To be fair, Lavrenko does not present this material as a study of pseudo-relevance feedback in general. In fact, I do not think I read the phrase once in the entire book. Instead, Lavrenko presents and evaluates a very specific retrieval framework: relevance modeling. Nevertheless, at its core, relevance modeling is a very clever and effective query expansion technique.

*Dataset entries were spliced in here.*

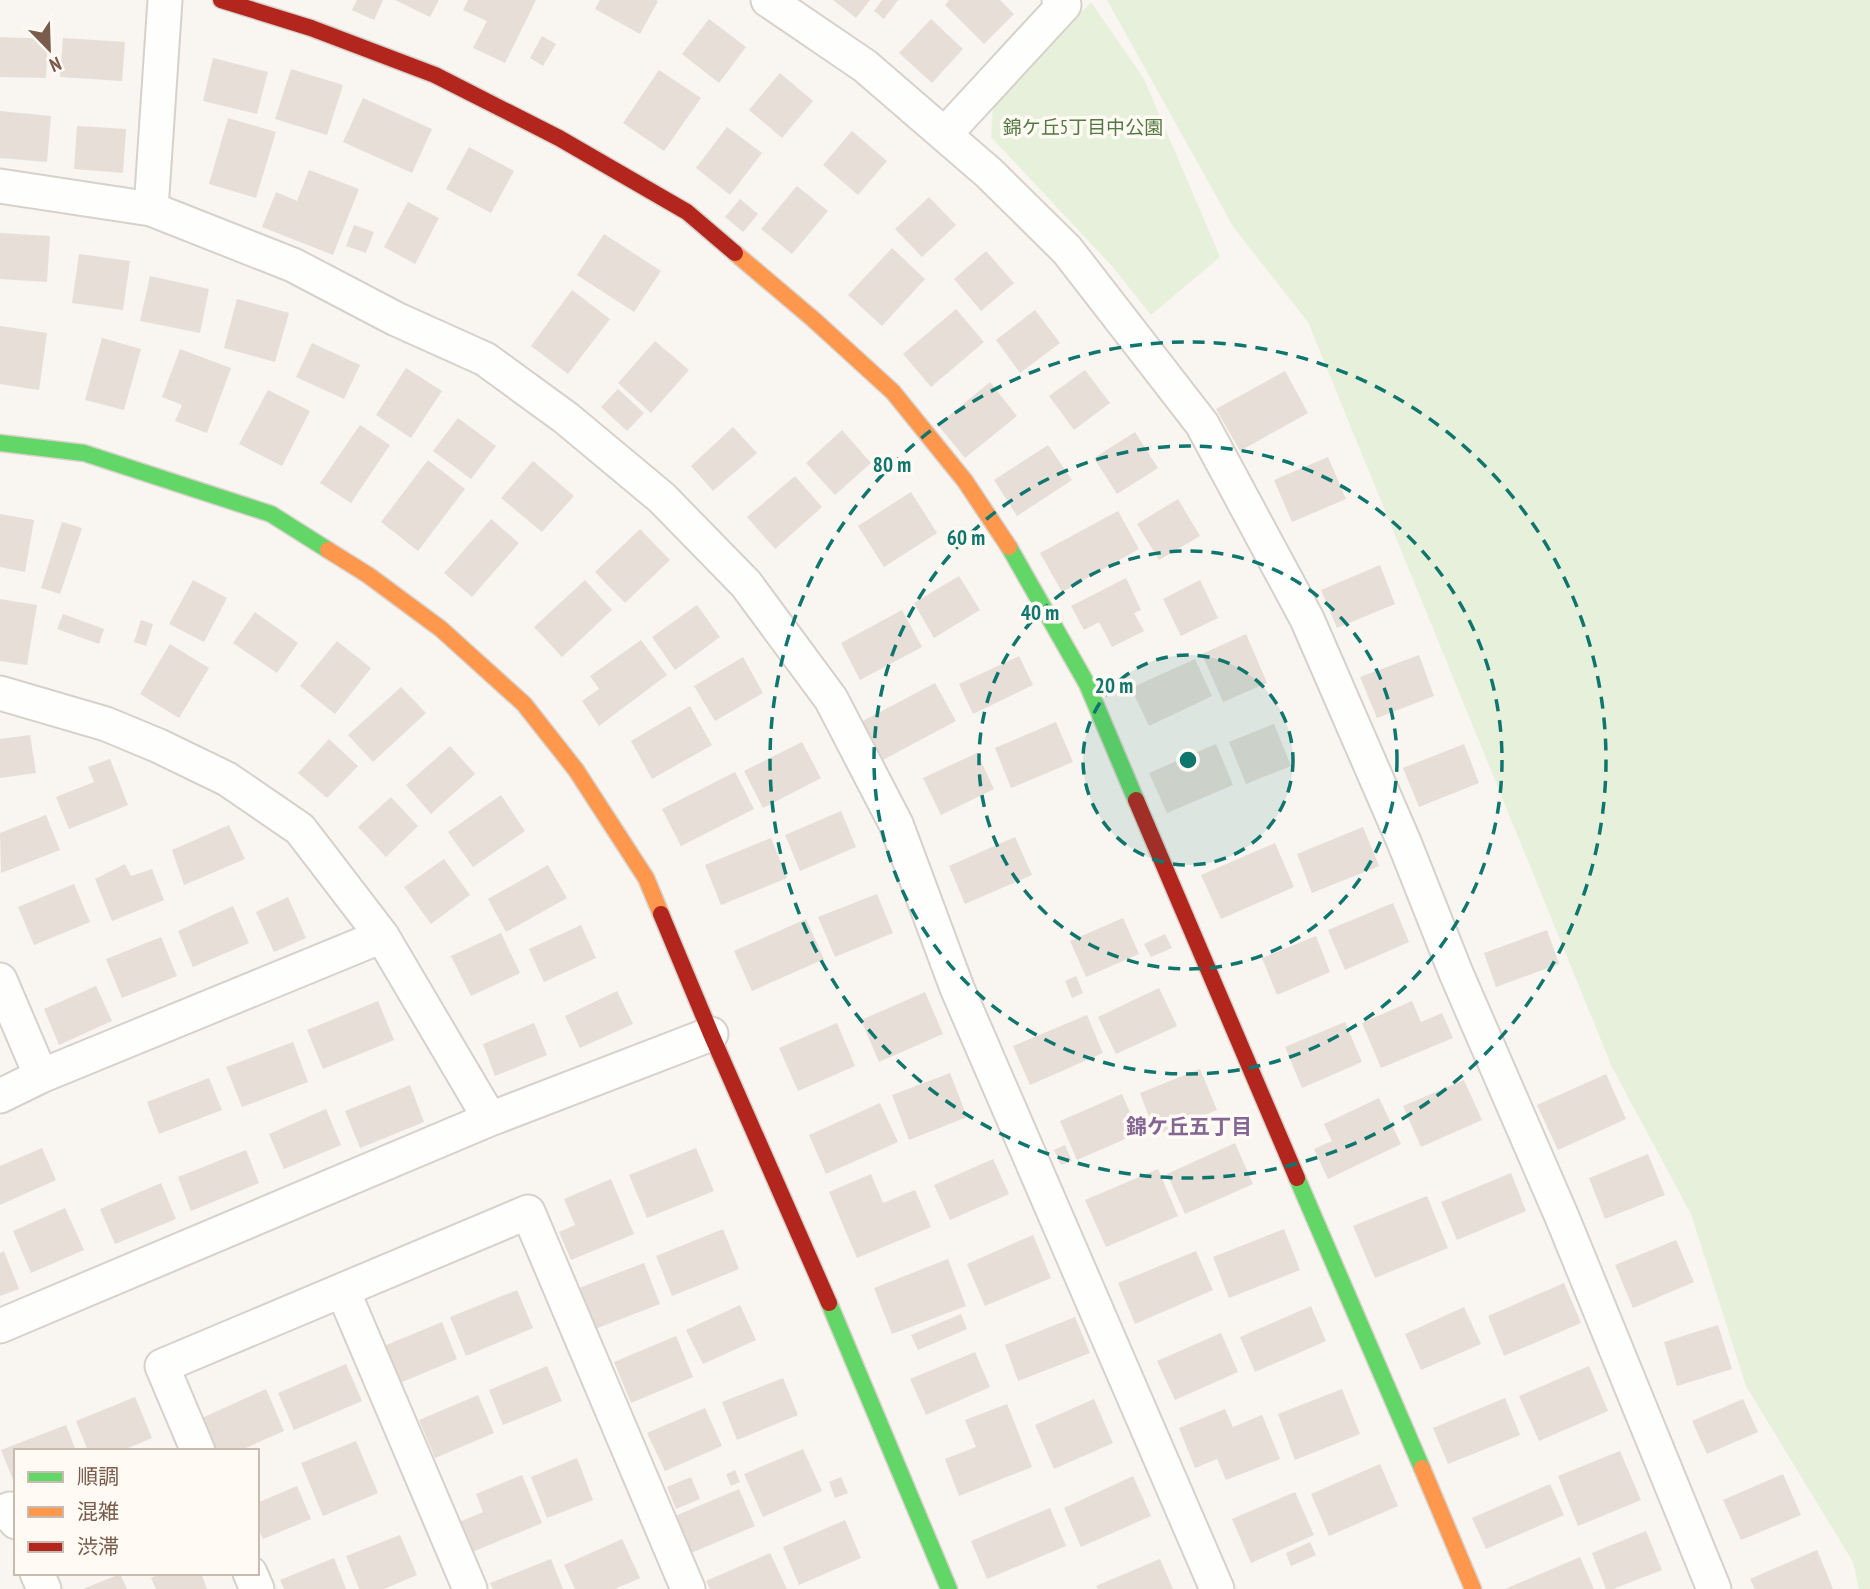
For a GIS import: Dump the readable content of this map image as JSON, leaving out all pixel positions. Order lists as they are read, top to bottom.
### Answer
{
  "districts": ["錦ケ丘五丁目"],
  "parks": ["錦ケ丘5丁目中公園"],
  "legend": ["順調", "混雑", "渋滞"],
  "north": "bottom right",
  "rings": [
    "80 m",
    "60 m",
    "40 m",
    "20 m"
  ]
}
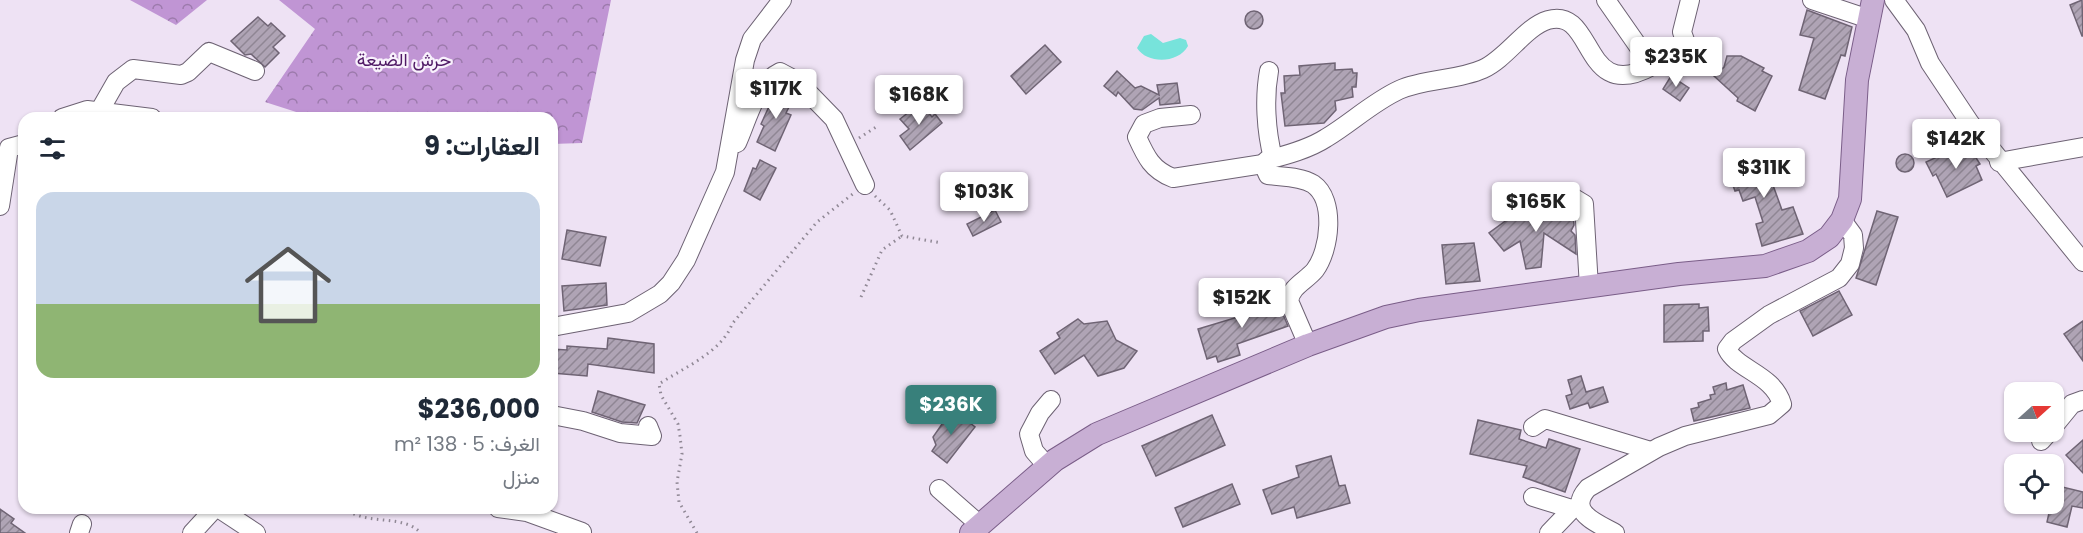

The first part of this book deals with the theoretical foundation of Lavrenko’s framework. Queries and documents are defined in a purposefully abstract way. A corpus is a collection of retrievable items, be they text documents or images; a query is an expression of the user’s information need, be it a keyword or an example document. In a particular retrieval setting, we may observe text documents in our collection or key word queries from the user. However, the framework supports arbitrary media and languages. The basis of Lavrenko’s framework is a corpus of latent documents. These latent documents can be thought of as extremely detailed versions of their observed counterparts (i.e. those documents we are interested in ranking). Whereas an observed document may consist of several paragraphs, a latent document will consist of much more text, images, videos, translations, and other information. In this framework, both observed documents and queries are deterministic corruptions of latent documents. For example, a multimedia latent document may be transformed into an observed image document by dropping the text components of the representation; the same multimedia latent document may be transformed into a text query by dropping the non-text components and much of the text. It is worth noting that nothing about the framework requires that the latent space be well-represented in the set of observable documents. The space may consist of millions of latent documents while the observed collection may consist of several thousand.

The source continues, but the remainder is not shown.